Parmi les premiers bénéficiaires de la stratégie saoudienne au Yémen il y a Al-Qaïda dans la péninsule arabique (AQPA). « Le gouvernorat de l’Hadramaout est une des rares zones où la coalition conduite par les Saoudiens n’a effectué aucune frappe aérienne, » notait Buringa. « Le port et l’aéroport international d’al Mukalla sont en bon état et sous le contrôle d’Al-Qaïda. De plus, l’Arabie saoudite a livré des armes à Al-Qaïda, qui étend sa sphère d’influence. »

L’alliance saoudienne avec les terroristes affiliés à Al-Qaïda au Yémen a été mise en lumière en juin dernier lorsque le gouvernement « de transition » d’Abd Rubbuh Mansour Hadi, soutenu par les Saoudiens a détaché un représentant à Genève comme officiel délégué aux négociations avec l’ONU.

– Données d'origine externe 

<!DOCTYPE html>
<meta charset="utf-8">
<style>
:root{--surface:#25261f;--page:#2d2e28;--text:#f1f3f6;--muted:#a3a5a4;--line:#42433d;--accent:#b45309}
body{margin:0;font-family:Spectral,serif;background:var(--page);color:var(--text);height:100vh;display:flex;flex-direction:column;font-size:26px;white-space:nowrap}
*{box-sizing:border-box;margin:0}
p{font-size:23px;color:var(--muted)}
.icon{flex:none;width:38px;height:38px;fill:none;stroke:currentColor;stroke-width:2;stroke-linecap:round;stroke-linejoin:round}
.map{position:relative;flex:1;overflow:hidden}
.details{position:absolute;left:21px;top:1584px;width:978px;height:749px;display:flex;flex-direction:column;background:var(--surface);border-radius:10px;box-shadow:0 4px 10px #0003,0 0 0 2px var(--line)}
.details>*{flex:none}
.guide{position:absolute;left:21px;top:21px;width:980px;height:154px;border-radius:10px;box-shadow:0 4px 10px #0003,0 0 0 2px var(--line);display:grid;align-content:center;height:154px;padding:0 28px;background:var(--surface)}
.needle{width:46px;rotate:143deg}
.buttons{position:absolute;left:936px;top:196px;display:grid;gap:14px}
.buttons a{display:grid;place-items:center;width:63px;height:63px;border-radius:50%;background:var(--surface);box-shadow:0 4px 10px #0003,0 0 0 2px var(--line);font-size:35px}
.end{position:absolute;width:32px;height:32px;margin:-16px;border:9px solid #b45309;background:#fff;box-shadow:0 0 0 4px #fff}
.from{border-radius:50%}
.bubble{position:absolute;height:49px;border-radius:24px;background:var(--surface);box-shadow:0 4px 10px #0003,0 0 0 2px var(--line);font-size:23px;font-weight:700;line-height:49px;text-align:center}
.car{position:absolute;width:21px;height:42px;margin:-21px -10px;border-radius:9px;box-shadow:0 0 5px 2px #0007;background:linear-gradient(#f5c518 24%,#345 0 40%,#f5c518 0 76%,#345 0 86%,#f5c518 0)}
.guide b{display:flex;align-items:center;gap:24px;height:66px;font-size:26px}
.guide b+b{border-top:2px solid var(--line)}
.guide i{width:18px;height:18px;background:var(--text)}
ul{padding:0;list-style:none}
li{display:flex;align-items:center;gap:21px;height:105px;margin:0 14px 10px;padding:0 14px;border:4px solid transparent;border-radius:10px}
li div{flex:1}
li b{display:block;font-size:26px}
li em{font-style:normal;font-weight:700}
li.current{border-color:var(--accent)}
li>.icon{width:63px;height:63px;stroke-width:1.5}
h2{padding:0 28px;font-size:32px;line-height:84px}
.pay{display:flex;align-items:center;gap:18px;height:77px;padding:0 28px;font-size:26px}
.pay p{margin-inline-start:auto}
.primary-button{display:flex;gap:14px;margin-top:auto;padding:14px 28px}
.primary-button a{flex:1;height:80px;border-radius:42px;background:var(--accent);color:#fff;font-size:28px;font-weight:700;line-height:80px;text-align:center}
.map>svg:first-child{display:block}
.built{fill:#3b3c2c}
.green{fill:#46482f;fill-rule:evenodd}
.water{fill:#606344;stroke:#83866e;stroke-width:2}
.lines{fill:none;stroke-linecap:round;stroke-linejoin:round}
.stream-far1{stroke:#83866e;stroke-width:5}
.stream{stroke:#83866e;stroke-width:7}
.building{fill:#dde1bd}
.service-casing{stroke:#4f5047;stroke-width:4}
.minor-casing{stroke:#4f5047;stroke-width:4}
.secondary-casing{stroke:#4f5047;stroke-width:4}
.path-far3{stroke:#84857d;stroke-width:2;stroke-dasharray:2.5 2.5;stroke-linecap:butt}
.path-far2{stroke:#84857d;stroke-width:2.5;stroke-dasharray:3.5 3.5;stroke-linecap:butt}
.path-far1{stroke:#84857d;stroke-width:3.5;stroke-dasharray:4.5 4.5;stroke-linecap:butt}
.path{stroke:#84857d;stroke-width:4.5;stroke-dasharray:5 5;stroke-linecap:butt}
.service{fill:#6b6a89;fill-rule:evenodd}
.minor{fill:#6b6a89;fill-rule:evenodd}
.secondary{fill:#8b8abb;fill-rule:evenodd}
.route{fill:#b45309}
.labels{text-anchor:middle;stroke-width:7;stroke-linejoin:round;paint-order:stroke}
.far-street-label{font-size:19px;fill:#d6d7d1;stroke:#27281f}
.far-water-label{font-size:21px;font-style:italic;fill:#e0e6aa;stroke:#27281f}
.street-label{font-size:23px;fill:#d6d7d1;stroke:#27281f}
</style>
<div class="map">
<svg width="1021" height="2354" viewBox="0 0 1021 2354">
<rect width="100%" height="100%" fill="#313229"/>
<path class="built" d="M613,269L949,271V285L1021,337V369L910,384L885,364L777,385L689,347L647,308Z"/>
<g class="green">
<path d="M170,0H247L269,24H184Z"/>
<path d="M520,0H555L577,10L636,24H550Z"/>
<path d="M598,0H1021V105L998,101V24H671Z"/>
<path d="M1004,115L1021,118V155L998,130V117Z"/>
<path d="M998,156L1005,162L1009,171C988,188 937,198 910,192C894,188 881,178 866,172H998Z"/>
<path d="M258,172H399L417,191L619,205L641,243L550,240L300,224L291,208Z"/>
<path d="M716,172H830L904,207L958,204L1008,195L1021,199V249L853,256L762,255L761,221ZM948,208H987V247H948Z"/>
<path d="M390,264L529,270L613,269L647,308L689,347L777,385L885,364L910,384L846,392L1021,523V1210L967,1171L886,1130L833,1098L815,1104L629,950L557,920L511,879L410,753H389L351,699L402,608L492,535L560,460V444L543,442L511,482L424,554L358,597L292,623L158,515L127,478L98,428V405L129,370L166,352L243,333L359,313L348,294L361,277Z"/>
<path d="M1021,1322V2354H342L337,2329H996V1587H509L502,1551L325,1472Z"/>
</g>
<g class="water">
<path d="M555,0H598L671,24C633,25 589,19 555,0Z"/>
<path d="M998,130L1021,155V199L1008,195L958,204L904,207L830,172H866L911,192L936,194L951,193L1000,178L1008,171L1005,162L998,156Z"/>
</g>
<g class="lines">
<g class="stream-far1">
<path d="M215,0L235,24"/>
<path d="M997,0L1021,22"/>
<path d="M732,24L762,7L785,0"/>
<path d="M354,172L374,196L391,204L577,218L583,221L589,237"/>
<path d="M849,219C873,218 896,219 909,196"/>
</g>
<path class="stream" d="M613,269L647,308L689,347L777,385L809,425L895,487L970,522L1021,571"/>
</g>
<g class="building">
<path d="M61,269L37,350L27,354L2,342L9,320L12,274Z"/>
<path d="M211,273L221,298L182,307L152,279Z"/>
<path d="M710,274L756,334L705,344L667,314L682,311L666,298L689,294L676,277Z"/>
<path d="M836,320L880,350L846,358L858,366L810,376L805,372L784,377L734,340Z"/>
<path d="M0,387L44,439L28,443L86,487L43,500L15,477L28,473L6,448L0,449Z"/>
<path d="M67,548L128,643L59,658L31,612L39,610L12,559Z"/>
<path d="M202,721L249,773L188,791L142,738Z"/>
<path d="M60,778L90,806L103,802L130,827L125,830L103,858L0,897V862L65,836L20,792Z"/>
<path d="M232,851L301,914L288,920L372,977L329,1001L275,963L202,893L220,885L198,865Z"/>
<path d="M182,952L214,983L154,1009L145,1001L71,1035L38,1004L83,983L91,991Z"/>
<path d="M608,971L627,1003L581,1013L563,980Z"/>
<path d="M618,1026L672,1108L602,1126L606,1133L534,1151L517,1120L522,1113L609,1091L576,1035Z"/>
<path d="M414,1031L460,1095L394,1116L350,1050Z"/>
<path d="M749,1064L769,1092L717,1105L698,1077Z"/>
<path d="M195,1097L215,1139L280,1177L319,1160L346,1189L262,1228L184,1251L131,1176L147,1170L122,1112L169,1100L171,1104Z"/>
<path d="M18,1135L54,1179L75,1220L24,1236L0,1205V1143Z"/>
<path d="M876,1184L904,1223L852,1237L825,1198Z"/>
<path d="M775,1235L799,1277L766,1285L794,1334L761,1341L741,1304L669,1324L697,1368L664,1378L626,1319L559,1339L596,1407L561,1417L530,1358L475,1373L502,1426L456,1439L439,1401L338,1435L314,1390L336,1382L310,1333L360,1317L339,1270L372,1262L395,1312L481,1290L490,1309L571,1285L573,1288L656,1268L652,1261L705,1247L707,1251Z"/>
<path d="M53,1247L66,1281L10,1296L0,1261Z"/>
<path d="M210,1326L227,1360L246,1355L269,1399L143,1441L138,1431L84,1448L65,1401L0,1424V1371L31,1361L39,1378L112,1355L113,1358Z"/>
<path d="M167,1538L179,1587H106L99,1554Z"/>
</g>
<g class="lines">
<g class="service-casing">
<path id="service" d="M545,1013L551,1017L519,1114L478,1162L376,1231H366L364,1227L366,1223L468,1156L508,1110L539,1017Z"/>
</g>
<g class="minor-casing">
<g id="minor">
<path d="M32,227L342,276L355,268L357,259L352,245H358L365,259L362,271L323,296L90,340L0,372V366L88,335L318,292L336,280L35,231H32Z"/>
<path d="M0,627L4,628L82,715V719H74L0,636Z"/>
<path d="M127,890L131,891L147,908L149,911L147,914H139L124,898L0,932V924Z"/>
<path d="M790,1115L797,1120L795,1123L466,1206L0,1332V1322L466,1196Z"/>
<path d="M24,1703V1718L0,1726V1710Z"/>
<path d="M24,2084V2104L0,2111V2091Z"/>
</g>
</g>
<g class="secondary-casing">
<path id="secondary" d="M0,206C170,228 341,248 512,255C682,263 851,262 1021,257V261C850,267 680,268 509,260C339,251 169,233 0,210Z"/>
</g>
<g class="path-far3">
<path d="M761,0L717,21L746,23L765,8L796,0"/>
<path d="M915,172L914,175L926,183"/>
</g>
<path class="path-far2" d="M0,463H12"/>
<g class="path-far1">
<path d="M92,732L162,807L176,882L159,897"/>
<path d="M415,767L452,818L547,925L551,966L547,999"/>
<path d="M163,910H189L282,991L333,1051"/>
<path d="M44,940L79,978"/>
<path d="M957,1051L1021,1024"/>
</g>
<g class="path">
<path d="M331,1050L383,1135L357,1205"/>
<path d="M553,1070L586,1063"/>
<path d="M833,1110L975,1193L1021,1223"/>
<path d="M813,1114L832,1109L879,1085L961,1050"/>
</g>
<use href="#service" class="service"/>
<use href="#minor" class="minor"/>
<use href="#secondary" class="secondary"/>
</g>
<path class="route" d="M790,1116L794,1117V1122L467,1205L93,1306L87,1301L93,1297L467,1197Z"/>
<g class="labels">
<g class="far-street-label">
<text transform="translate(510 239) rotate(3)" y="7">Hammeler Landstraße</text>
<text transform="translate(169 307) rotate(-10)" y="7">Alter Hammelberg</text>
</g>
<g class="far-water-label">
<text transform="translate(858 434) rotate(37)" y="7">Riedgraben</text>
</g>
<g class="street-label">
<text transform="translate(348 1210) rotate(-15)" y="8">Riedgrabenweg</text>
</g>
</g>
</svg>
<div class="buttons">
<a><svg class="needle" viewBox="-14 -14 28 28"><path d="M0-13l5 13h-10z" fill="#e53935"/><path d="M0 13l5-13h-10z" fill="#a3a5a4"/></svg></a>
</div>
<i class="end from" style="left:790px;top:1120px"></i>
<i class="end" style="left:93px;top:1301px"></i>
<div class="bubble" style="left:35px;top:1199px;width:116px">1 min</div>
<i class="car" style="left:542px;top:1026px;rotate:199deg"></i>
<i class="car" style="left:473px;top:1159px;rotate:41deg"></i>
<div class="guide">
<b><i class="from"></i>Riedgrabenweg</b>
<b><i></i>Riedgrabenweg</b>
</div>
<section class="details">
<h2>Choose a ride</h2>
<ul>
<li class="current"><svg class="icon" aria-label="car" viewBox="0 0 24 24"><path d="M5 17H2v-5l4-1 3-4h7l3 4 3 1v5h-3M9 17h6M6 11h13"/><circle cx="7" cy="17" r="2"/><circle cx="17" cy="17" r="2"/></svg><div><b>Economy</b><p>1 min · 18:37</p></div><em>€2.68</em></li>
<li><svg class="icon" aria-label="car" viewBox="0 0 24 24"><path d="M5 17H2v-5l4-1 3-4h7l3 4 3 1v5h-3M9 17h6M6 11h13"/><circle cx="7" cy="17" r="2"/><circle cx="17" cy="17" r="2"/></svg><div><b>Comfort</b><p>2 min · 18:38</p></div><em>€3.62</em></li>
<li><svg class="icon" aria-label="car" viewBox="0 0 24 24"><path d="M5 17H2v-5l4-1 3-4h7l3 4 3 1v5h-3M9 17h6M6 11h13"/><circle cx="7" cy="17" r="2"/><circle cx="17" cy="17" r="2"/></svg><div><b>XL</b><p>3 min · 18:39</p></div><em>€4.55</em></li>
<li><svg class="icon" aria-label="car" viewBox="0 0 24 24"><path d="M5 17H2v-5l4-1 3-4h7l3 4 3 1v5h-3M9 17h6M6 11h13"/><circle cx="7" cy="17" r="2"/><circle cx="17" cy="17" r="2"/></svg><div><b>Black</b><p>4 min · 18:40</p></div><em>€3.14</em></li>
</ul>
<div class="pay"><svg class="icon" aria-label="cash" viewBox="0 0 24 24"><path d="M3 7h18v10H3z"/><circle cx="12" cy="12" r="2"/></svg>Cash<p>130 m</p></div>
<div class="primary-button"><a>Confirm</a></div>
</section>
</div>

Il s’est avéré que le représentant n’était autre qu’Abdulwahab Humayqani, identifié comme un « terroriste mondial spécifiquement désigné » en 2013 par le Trésor américain pour le recrutement et le financement d’AQPA. Humayqani aurait été derrière l’attaque à la voiture piégée d’ Al-Qaïda qui a tué sept personnes sur une base de la garde républicaine yéménite en 2012.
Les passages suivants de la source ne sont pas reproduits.